At every rise, investors are exiting and new buyers are staying away, so what we are seeing is a problem of confidence.
 
The economy and the industry are still fine, and corporate earnings are not going to be too bad this year either, though growth rates may reduce. At current market levels, some excesses of the bull market are over.
 
Going forward, expectations of first quarter results and the monsoon will provide some direction.
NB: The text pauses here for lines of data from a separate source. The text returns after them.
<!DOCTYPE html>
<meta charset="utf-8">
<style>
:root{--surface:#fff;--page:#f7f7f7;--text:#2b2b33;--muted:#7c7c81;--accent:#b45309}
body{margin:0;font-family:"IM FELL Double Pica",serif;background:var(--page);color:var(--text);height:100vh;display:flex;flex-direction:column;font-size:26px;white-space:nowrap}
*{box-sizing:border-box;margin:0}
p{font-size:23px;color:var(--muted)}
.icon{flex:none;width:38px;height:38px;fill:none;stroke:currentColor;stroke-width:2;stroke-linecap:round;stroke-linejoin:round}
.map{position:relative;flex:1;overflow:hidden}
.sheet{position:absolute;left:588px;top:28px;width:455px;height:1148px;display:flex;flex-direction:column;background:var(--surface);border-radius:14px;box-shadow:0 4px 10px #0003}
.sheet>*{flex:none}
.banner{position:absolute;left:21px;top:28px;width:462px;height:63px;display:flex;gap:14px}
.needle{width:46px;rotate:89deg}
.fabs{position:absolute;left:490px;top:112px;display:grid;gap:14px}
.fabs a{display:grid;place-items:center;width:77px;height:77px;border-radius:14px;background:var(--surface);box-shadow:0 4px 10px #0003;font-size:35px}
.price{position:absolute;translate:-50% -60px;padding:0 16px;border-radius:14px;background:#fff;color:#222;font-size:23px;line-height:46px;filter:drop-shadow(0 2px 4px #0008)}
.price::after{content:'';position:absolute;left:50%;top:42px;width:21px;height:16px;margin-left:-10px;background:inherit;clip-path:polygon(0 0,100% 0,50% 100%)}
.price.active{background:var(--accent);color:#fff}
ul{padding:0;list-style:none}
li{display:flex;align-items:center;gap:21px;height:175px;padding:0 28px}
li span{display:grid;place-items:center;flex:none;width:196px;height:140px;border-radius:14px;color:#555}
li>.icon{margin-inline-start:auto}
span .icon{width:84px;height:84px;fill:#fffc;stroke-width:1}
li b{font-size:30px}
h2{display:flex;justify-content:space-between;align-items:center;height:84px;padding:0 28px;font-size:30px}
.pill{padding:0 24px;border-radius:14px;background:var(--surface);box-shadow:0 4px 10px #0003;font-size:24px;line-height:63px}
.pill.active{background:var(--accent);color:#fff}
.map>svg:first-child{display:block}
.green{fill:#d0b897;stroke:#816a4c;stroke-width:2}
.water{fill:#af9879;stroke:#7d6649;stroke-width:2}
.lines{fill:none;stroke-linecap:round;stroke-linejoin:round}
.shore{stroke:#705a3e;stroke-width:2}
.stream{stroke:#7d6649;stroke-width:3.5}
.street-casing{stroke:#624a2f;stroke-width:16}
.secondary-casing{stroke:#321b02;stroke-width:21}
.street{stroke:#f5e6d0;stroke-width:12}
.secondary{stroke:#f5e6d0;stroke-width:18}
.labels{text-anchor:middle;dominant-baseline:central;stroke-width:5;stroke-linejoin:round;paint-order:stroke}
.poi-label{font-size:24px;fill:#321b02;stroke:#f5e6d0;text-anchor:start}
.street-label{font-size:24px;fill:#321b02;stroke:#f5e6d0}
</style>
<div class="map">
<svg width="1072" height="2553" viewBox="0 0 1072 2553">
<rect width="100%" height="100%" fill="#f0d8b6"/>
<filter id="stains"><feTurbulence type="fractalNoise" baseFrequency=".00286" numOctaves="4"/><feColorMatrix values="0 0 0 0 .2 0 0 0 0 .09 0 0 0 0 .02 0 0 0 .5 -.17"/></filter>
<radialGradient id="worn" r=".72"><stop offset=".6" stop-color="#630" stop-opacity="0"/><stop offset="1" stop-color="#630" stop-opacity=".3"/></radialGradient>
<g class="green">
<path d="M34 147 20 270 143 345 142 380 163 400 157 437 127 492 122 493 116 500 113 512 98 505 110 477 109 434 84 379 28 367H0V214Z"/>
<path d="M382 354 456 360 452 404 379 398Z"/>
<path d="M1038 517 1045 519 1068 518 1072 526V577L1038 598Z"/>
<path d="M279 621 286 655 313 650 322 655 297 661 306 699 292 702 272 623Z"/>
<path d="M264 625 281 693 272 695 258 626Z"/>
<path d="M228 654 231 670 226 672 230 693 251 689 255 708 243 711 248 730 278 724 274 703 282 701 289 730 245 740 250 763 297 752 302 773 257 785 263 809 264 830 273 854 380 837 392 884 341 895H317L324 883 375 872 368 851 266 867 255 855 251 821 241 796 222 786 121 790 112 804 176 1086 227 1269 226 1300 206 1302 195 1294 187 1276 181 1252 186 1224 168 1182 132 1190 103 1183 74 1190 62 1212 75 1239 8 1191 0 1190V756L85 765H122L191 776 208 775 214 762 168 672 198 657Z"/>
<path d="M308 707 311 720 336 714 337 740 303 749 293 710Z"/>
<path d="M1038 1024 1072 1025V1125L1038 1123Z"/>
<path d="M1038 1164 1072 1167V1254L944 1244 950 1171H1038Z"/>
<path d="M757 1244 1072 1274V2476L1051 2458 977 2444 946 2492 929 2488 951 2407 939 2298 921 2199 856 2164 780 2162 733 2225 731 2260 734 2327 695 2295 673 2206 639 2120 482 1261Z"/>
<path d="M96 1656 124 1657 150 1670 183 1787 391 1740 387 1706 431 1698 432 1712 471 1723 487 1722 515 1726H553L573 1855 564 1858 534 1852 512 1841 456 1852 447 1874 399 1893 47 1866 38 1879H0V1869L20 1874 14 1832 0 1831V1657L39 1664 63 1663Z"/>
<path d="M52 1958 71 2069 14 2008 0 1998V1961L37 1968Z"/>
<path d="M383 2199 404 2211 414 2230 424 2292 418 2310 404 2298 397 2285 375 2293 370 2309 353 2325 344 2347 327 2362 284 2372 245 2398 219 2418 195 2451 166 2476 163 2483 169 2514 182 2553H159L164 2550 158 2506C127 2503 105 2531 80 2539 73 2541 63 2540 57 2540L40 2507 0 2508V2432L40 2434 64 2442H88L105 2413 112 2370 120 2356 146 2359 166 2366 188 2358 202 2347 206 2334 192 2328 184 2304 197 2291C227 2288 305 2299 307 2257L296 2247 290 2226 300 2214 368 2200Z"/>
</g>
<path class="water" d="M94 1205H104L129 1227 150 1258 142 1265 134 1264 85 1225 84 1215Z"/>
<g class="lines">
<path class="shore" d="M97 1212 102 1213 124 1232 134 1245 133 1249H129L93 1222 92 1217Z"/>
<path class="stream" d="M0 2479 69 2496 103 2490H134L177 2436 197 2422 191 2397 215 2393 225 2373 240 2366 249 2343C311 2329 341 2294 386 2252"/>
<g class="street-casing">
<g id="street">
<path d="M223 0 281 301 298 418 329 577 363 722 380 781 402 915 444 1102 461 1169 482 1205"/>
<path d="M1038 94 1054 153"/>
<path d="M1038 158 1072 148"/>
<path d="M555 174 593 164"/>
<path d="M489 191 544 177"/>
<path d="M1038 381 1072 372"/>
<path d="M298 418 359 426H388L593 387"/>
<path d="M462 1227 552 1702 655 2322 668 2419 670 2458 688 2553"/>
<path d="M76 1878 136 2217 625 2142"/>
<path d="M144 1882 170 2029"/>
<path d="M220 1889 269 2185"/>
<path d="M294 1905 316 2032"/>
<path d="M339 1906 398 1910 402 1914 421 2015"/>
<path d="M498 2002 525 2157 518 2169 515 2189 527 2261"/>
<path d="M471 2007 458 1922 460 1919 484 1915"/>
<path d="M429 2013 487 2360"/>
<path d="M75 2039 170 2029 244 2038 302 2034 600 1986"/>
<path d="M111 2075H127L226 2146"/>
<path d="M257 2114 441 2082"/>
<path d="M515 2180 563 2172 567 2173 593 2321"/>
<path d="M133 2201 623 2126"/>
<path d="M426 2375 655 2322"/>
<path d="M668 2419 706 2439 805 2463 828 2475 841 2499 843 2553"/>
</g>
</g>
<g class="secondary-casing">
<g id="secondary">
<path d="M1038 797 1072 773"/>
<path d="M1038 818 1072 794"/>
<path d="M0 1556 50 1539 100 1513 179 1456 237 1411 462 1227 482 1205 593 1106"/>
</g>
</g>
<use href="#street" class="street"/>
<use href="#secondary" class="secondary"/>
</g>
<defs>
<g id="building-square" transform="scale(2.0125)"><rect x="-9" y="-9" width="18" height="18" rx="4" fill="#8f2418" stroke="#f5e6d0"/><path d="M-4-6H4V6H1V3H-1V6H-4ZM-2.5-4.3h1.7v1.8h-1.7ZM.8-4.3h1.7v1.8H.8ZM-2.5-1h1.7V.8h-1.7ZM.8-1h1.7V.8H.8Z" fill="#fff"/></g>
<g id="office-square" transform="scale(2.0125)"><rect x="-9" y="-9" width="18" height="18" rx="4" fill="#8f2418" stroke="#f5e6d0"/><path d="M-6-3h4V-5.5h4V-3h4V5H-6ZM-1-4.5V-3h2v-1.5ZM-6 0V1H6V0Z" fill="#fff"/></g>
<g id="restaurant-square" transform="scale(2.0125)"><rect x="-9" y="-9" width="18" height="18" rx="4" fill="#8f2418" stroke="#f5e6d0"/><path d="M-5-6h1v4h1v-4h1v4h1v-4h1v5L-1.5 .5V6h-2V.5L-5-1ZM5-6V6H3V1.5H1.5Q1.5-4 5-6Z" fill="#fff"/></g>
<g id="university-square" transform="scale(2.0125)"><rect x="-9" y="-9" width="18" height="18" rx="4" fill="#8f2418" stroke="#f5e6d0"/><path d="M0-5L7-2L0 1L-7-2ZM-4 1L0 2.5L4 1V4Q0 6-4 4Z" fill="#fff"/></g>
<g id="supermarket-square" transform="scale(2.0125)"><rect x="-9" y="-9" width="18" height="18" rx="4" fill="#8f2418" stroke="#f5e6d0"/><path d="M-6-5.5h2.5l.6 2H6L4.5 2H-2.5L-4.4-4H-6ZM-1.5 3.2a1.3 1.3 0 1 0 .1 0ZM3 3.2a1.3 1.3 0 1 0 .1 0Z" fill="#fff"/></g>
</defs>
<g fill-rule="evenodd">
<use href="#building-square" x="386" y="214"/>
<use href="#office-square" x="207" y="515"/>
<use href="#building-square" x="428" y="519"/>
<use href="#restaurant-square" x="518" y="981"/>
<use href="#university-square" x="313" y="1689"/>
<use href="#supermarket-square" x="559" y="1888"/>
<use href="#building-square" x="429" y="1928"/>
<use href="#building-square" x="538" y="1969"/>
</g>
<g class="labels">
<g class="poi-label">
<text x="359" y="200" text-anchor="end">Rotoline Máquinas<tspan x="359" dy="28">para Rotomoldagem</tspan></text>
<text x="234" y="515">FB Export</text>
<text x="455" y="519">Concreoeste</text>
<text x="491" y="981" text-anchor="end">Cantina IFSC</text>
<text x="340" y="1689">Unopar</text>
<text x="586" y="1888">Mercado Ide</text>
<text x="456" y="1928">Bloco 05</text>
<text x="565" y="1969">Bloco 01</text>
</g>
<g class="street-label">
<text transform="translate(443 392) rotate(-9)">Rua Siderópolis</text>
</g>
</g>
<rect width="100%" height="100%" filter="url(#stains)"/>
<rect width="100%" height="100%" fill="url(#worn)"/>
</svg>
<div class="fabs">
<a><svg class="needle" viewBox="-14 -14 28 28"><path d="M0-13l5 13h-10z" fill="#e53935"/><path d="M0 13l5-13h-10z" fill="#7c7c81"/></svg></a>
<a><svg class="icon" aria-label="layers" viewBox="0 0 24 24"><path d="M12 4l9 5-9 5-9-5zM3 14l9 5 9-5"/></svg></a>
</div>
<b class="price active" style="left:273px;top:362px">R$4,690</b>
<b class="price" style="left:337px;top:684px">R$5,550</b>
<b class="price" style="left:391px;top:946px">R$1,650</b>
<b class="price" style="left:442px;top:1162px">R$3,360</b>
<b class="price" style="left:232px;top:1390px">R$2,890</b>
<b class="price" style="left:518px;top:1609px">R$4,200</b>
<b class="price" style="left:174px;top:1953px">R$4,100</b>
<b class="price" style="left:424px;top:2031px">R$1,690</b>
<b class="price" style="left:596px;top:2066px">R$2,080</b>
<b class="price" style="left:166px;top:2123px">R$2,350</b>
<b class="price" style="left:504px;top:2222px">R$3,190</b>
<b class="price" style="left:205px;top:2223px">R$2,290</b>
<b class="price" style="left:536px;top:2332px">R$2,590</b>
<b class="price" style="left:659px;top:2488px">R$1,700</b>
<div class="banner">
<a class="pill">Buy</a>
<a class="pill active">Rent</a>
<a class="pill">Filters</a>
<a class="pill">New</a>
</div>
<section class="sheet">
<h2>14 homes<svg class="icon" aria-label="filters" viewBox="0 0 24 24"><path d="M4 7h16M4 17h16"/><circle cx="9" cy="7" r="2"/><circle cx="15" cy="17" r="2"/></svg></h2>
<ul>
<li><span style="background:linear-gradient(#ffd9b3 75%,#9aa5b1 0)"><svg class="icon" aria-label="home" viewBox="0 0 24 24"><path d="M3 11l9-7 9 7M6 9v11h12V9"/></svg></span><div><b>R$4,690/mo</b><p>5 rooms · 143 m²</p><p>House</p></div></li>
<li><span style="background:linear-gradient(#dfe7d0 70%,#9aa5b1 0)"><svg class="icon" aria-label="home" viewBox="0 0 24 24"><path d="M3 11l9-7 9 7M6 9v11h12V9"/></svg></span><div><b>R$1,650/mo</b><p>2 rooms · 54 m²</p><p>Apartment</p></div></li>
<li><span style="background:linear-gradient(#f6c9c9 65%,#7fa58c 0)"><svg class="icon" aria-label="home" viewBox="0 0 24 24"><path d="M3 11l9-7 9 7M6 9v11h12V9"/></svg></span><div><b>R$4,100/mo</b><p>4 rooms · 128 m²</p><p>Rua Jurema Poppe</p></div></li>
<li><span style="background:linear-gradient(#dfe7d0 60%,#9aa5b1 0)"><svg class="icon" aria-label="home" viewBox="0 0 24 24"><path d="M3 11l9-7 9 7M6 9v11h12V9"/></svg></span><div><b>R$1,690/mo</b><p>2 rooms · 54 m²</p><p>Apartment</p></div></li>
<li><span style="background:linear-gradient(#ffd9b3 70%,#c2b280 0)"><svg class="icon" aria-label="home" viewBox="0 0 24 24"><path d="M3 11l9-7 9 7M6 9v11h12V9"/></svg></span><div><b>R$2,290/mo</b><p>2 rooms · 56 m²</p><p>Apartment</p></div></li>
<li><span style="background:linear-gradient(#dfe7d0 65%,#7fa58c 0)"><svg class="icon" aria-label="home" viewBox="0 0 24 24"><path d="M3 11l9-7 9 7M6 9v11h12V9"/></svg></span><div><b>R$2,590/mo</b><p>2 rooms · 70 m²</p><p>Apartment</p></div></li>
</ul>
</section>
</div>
Markets may languish for a while, but there are opportunities now for the long term investor.
 
Matrix : R&D pinch
 
Matrix Laboratories has reported a 51 per cent fall in its consolidated operating profit (excluding other income and income from potential patent infringement suit) to Rs 83.64 crore in FY06 compared with 4.9 per cent growth in net sales to Rs 667.1 crore.
 
However, results of FY06 are not strictly comparable with those of the year earlier, given the company's recent acquisitions, including the Belgium-based DocPharma and Mchem Group, China.
 
Nevertheless, the merged entity saw its operating profit margin fall a staggering 1429 basis points y-o-y to 12.53 per cent in FY06.
 
The stock has fallen nearly 21.6 per cent over the past four months compared with 10.5 per cent dip in the Sensex.
 
Pressure on operating margins in the last financial year was owing to R&D expenditure expanding 95.3 per cent y-o-y to Rs 31.1 crore in FY06.
 
In addition, other expenditure grew 22.9 per cent y-o-y to Rs 118.1 crore, while pricing pressure in the US generics business continued. Exports grew 15.83 per cent y-o-y to Rs 395.9 crore in FY06, given 74 per cent growth in sales of medications for the HIV market.
 
But margins for medications in the HIV segment are typically very thin, add analysts. Meanwhile, operating profit margins in the March 2006 quarter fell 1129 basis points y-o-y to 12.95 per cent.
 
A key focus for the management would be on enhancing synergies with its recent acquisitions. The upside for the stock appears limited, given that it trades at about 18.3 times estimated FY07 earnings.
 
Opto Circuits: Mixed numbers
 
While FY06 was a good year for Opto Circuits, the medical electronics company, the March 2006 quarter was not as good. Sales rose 46.62 per cent for FY06 and at 23.46 per cent for Q4 FY06.
 
But the numbers at operating level are quite impressive. Operating profit margin increased almost 800 basis points to 38.87 per cent in Q4.
 
A manufacturer of medical equipment for monitoring patients used in operation theatres and ICUs, Opto Circuits received US FDA approval for its SPO2 sensors, which will enable its US subsidiary to gain access to the US Defence healthcare market. It also received the CE approval for drug-eluting stents and guide wires.
 
Now, Opto is integrating Eurocor, which it acquired in December 2005, with itself and this business could become a major growth driver.
 
Germany-based Eurocor manufactures of cardiac and peripheral stents, which are used in critical cardiac care in December 2005. The potential opportunity in the coronary stent market is expected to be $8 billion this year compared with$6 billion in 2004.
 
Though there are major players such as Johnson & Johnson, Boston Scientific and Medtronic globally, Opto Circuits plans leverage Eurocor's regulatory approvals in 26 countries across Europe, Asia and South America.
 
The stock has halved from its high last month, but investors who bought the FPO in April 2006 are still in the money.
 
The company repaid debt of about a third of its IPO proceeds and will invest the rest in R&D, capex and working capital. Given the size of the business opportunity, the stock trades at 24.5 times FY06 earnings.